Task to complete:
What is the number of lines below that contain the word "text"? Give only that number.
::::::::::
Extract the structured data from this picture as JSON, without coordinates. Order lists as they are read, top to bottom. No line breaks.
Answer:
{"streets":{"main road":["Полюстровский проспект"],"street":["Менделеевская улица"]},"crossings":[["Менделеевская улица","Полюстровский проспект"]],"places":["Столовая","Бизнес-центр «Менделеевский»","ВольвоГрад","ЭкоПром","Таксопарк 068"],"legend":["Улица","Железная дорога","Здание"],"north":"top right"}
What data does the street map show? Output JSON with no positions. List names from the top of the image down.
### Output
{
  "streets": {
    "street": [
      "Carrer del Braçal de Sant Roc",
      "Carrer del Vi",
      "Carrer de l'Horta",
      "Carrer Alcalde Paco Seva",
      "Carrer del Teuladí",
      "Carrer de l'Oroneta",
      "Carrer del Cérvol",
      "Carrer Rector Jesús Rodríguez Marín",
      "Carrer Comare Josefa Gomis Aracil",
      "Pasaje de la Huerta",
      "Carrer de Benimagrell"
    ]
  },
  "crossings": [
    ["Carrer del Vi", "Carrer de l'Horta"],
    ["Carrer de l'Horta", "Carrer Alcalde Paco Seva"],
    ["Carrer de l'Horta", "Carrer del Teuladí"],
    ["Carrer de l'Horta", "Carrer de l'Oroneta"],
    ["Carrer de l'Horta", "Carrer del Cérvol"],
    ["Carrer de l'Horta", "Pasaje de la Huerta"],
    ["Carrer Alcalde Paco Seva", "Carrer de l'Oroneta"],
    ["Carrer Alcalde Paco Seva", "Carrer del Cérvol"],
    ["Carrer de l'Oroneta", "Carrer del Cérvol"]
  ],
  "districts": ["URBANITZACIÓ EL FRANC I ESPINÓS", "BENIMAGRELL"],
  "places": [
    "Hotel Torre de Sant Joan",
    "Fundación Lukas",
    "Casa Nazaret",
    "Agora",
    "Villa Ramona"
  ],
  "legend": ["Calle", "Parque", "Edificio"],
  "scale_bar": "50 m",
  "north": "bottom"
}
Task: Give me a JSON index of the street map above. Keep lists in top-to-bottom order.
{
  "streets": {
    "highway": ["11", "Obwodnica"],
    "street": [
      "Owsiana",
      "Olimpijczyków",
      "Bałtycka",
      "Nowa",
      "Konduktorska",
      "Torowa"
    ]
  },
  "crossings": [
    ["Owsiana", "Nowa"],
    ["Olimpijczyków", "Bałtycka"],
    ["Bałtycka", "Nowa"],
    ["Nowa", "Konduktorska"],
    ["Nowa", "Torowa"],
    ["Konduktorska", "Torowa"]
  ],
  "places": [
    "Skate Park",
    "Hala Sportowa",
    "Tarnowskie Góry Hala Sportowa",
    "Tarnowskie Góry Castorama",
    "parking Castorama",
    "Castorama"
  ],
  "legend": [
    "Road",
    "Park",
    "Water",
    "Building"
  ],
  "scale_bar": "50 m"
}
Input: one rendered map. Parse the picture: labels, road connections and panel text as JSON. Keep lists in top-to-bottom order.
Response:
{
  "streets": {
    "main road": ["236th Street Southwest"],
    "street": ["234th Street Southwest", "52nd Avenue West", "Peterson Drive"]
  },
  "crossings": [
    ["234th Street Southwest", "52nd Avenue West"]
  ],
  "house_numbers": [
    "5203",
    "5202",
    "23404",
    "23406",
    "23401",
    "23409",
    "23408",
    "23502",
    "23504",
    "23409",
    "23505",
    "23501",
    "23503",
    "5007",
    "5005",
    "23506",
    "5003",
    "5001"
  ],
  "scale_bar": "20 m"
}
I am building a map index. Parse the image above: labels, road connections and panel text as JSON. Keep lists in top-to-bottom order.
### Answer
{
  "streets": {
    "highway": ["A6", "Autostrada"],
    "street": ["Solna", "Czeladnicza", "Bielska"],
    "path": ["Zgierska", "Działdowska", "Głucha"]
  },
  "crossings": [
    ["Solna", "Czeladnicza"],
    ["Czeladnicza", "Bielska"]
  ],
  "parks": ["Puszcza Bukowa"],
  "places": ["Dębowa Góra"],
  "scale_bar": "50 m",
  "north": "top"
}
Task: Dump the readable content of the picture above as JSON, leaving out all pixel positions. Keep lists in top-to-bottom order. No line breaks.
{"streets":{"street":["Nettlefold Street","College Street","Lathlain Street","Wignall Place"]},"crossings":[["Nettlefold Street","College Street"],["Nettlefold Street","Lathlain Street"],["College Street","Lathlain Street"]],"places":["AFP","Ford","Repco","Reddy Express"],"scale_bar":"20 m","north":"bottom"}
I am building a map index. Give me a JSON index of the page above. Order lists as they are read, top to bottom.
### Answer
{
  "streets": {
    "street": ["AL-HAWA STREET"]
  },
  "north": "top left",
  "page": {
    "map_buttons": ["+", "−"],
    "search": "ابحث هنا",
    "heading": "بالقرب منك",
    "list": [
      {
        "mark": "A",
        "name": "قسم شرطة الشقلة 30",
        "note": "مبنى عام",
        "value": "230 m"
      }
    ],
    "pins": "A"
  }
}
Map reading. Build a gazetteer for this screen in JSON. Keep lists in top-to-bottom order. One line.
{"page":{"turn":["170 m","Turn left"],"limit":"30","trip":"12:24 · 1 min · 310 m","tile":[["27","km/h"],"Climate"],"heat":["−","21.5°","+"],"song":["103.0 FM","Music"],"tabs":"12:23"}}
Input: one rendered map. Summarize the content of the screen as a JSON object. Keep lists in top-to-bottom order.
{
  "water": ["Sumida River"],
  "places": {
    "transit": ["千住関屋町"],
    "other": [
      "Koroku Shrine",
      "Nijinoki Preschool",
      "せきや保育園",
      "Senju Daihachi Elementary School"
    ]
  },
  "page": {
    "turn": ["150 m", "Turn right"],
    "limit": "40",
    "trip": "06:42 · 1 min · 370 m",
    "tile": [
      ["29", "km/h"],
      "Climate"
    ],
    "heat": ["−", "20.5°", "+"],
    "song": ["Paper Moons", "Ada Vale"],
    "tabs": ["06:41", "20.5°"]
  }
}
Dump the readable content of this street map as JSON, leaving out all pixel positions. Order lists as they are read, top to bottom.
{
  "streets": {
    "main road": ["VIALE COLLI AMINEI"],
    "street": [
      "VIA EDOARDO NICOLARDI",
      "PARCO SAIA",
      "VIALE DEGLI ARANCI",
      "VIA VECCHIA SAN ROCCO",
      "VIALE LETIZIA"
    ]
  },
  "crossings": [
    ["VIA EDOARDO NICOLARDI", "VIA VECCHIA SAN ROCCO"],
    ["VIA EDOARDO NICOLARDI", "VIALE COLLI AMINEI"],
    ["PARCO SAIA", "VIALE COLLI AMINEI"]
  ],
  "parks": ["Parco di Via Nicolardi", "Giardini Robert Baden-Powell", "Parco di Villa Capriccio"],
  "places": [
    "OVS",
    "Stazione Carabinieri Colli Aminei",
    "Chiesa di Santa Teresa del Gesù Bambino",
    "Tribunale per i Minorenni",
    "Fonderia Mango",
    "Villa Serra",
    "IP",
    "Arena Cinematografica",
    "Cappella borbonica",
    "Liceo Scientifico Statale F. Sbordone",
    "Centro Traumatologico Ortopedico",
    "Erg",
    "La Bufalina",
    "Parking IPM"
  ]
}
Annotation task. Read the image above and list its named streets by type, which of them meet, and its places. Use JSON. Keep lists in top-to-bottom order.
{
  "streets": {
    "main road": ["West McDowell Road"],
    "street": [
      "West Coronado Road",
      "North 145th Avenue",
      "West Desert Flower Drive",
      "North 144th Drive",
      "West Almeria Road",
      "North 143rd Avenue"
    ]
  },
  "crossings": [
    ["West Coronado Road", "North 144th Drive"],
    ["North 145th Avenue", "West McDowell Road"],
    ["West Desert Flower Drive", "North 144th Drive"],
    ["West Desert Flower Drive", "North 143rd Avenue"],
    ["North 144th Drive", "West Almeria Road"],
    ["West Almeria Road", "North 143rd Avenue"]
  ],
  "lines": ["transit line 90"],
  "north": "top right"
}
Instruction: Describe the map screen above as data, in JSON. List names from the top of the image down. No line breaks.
::::::::::
Your solution:
2